I expect most people will already have some familiarity with Malala Yousafzai. In case you've been living under a rock, though, Malala is a young Pakistani woman who, at the age of 15, was shot in the head by the Taliban for her outspoken support of the right to education of children, including (especially) girls, who are often denied the right due to their gender. Miraculously, she survived the assassination attempt, and following her recovery, has continued to campaign in support of education. Now, at age 17, she has an impressive list of accomplishments and accolades to her name, including most recently becoming the youngest Nobel laureate in history after jointly winning the 2014 Peace Prize with Kailash Satyarthi, another activist for children's rights.
I Am Malala: The Girl Who Stood Up for Education and Was Shot by the Taliban, written jointly with award-winning foreign correspondent Christina Lamb, is Malala's autobiography. It chronicles her experience growing up in Pakistan's Swat Valley, the invasion of the Taliban into the area and her life under their rule, their attempt on her life, and her recovery and continuing efforts in support of education.
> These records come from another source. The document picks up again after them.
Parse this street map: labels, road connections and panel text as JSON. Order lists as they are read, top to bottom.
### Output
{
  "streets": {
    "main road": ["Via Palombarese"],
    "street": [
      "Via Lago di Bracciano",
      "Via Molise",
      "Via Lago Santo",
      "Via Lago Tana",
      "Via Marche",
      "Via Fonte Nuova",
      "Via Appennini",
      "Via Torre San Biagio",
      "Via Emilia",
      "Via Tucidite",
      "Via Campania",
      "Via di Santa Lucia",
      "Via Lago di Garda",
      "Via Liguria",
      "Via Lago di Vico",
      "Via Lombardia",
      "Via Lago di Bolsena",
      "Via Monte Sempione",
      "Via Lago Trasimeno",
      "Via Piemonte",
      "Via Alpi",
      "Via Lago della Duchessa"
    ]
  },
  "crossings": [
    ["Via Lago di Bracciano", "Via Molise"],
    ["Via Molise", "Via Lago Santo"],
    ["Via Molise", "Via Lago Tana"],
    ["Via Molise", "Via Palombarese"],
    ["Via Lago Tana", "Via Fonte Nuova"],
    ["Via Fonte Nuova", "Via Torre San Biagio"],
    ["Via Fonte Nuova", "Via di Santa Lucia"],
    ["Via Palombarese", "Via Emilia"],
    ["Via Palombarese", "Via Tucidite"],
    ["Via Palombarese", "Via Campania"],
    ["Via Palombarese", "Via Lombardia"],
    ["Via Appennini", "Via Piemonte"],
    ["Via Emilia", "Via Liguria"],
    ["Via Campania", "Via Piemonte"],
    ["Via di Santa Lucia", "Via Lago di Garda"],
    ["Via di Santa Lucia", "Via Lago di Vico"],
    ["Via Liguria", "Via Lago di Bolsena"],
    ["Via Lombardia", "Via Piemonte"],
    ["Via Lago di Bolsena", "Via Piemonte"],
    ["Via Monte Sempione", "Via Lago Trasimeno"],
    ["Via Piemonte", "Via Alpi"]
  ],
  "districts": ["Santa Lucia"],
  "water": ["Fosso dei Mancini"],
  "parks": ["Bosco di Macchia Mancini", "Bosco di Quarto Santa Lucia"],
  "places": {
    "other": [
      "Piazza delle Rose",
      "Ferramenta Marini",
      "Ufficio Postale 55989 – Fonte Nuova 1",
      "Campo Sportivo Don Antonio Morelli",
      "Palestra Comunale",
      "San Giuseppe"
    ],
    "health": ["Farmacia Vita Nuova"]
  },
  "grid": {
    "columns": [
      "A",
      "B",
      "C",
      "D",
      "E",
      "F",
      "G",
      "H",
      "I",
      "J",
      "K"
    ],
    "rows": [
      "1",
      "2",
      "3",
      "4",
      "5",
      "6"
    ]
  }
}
Before I continue, I have a caveat about this review. Reviews always contain elements of subjectivity, and there's nothing wrong with that per se: art, after all, is in the eye of the beholder. But a reviewer must endeavor to keep his own biases in check, and in particular, to separate his opinion of the creator from his judgment of the creation. In that respect, this review is difficult to write. I believe that Malala Yousafzai is the most courageous and heroic person alive today, and that her campaign has the potential to be among the most important activist movements of the 21st century. The emancipation and education of oppressed, powerless and impoverished women and girls in developing countries is vitally important to global stability and progress, and Malala has become not only an internationally-recognized figurehead for this struggle, but also, through her foundation and her speeches, one of the most important leaders in effecting a solution.
Naturally, then, I find I have a hard time criticizing Malala's work, and you should bear that in mind as you read this review. Despite any effort to the contrary, I will likely be more forgiving to this book than I would be to a book written by someone for whom I did not have such great respect.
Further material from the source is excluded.